• **Data records**
● ● ●
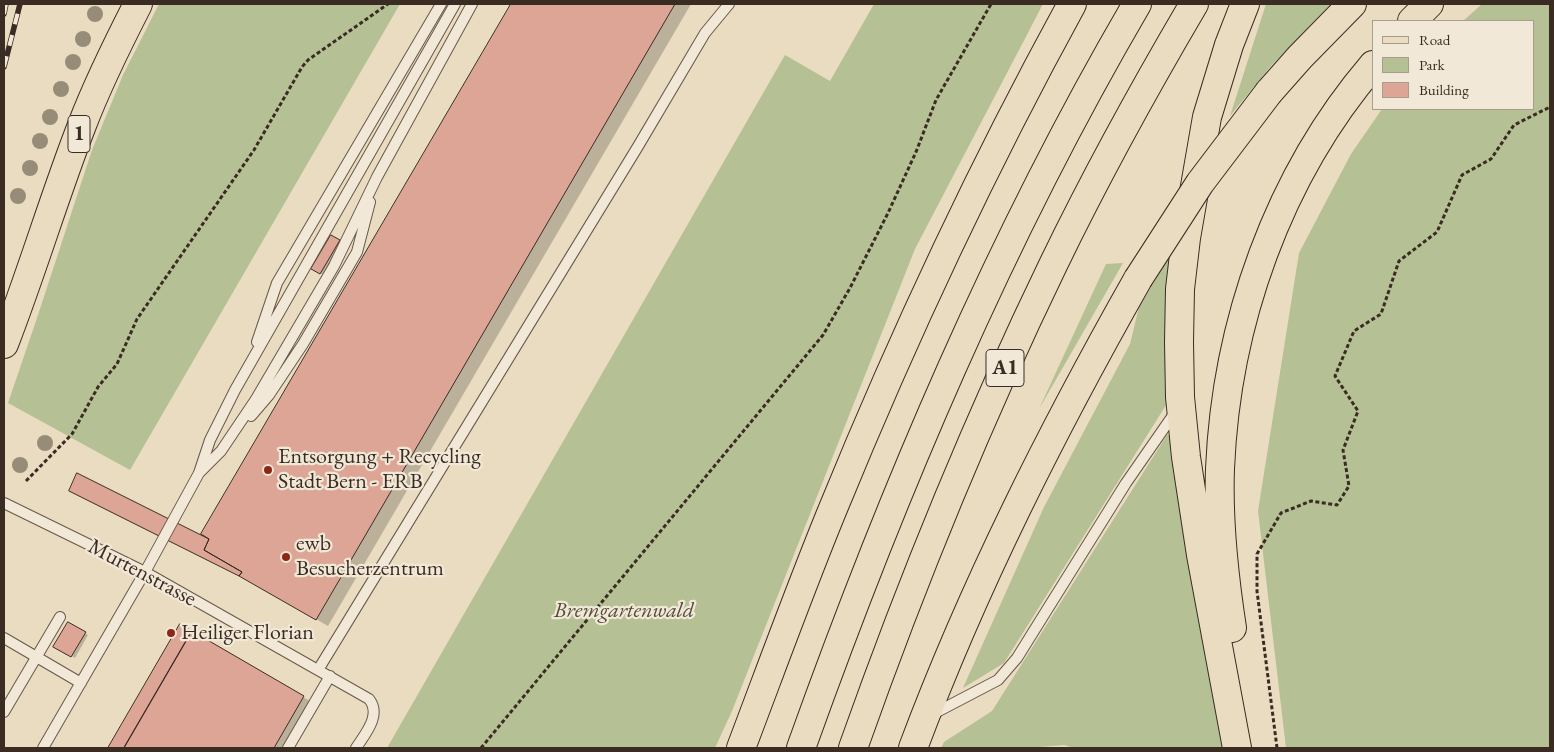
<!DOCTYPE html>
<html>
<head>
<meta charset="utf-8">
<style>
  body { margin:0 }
  #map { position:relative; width:1554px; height:752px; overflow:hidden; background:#eadcc1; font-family:"EB Garamond",serif }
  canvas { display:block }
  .frame { position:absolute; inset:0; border:5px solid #3b2c23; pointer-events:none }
  .legend { position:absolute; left:1372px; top:20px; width:162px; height:90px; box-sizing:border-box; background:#f1e8d7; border:1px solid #a89d8f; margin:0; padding:6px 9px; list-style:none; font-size:15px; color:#3b2c23 }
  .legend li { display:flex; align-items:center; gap:10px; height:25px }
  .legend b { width:25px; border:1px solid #a89d8f }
</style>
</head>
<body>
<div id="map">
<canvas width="1554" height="752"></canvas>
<div class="frame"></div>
<ul class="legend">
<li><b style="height:6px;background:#eadcc1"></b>Road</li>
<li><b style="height:14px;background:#b5c094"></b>Park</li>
<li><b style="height:14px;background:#dca596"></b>Building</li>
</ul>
</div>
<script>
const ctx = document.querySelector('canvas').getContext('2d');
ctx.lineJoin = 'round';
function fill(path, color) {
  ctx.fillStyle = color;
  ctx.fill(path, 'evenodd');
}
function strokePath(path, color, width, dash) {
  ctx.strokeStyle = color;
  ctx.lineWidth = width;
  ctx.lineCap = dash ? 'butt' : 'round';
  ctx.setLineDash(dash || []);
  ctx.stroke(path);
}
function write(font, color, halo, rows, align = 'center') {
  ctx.font = font + ' "EB Garamond",serif';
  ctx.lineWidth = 4.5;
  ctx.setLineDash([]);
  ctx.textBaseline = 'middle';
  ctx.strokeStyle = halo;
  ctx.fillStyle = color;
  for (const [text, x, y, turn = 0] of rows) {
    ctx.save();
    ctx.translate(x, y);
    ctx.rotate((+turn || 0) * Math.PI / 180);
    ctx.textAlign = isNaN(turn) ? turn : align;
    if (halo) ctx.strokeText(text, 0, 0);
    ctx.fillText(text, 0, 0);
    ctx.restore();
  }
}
fill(new Path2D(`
  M159,4H400L130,470L8,403L36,321L92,150L123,75Z
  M874,4H1043L915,249L732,711L715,748H387L785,55L830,81Z
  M1266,4H1332L1270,67L1230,116Z
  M1482,4H1550V748H1286L1258,511L1299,253L1351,154L1382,109H1533V21H1463Z
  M1175,247L1168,402L1004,663L963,688L1044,507L1130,344L1139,307Z
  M1123,263L1039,409L1106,264Z
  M1167,435H1173L1225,748H1074L1064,745L1027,748H941L944,742L992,711Z`), '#b5c094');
fill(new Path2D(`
  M512,4H691L328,626L252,582L202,536Z
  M332,237L343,244L324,275L313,269Z
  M69,623L88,635L75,658L55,646Z
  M181,626L315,704L290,748H109Z`), '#0003');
const building = new Path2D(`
  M511,4H675L316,620L239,576L242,572L204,550L209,539L201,534Z
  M331,235L340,240L320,274L311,269Z
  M77,473L209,539L204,550L242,572L239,576L69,491Z
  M68,622L86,632L71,657L53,647Z
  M180,624L192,631L124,748H108Z
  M192,631L304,696L274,748H124Z`);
fill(building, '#dca596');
strokePath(building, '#3b2c23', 1);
const lane = new Path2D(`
  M455,4L235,390L210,440L199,473L221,451L256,399L334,266L377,177L472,4
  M257,342L277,283L441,4
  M251,416L269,395L303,344L357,252L370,202
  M4,503L145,572L369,699C382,715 365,734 356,748
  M4,638L81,683
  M318,670L637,148L705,33L729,4
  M4,712L60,617
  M931,715L998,680L1017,658L1126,483L1176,411
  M43,748L145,572L199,473
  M288,748L330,676`);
const primary = new Path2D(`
  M4,344C32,272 54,197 82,125C98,83 118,43 138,4`);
const highway = new Path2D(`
  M1412,21L1429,4
  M1269,92L1300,57L1352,4
  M1232,628C1224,576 1218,522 1220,469C1226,324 1278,176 1373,65
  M741,748C771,669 800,589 832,511C903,337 982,168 1072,4
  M801,748C893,491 999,240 1137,4
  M853,748C911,584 977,422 1053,265C1096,176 1144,89 1194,4
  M913,748C974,585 1052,431 1138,279
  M1237,748L1201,555L1186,457L1180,397L1179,342L1180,289L1186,238L1207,117L1229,45L1245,4`);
strokePath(lane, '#67584a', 12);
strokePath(primary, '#3b2c23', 30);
strokePath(highway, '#3b2c23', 30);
strokePath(new Path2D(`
  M26,481L72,434L98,387L117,364L137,319L254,150L302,67L308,60L388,4
  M481,748L823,335L850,288L888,213L916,152L936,100L991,4
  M1277,748L1257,591V554L1281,513L1311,501L1337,505L1349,486L1343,450L1358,411L1335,376L1354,331L1381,314L1399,261L1437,232L1462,175L1491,159L1514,125L1550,107`), '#3b2c23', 3, [4, 2.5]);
strokePath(lane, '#f1e8d7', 10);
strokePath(primary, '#eadcc1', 28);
strokePath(highway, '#eadcc1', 28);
const rail = new Path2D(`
  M4,14L6,4
  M4,67L20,4`);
strokePath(rail, '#3b2c23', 5.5);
strokePath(rail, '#f1e8d7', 4, [11]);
const highwayBridge = new Path2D(`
  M1138,279L1200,183L1269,92`);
strokePath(highwayBridge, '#3b2c23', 30, []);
strokePath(highwayBridge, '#eadcc1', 28);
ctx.fillStyle = '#978c77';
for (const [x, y] of [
  [95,14],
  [83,39],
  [73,62],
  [61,89],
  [50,117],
  [40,141],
  [30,168],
  [18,196],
  [45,443],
  [20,465]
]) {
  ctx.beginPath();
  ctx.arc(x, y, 8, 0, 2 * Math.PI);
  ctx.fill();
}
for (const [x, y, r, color] of [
  [268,470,5,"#8f2418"],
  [286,557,5,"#8f2418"],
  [171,633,5,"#8f2418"]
]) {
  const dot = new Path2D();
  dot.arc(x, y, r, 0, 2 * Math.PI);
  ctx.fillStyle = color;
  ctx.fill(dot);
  strokePath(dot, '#f1e8d7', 2);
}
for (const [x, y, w] of [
  [79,134,22],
  [1005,368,38]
]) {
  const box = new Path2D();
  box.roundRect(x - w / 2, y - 18.5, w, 37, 4);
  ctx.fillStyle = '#f1e8d7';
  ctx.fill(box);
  strokePath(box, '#3b2c23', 1);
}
write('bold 21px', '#3b2c23', null, [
  ["1",79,134],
  ["A1",1005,368]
]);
write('22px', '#3b2c23', '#f1e8d7', [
  ["Entsorgung + Recycling",278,457],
  ["Stadt Bern - ERB",278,482],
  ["ewb",296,544],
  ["Besucherzentrum",296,569],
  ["Heiliger Florian",181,633]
], 'left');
write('22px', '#3b2c23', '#f1e8d7', [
  ["Murtenstrasse",142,573,28]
]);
write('italic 22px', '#534a3a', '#f1e8d7', [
  ["Bremgartenwald",624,611]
]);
</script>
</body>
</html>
● ● ●
• **What you have to do**
Scan the data above for the word "canvas". Copy every line in which it is found.

• **Exercise response**
  canvas { display:block }
<canvas width="1554" height="752"></canvas>
const ctx = document.querySelector('canvas').getContext('2d');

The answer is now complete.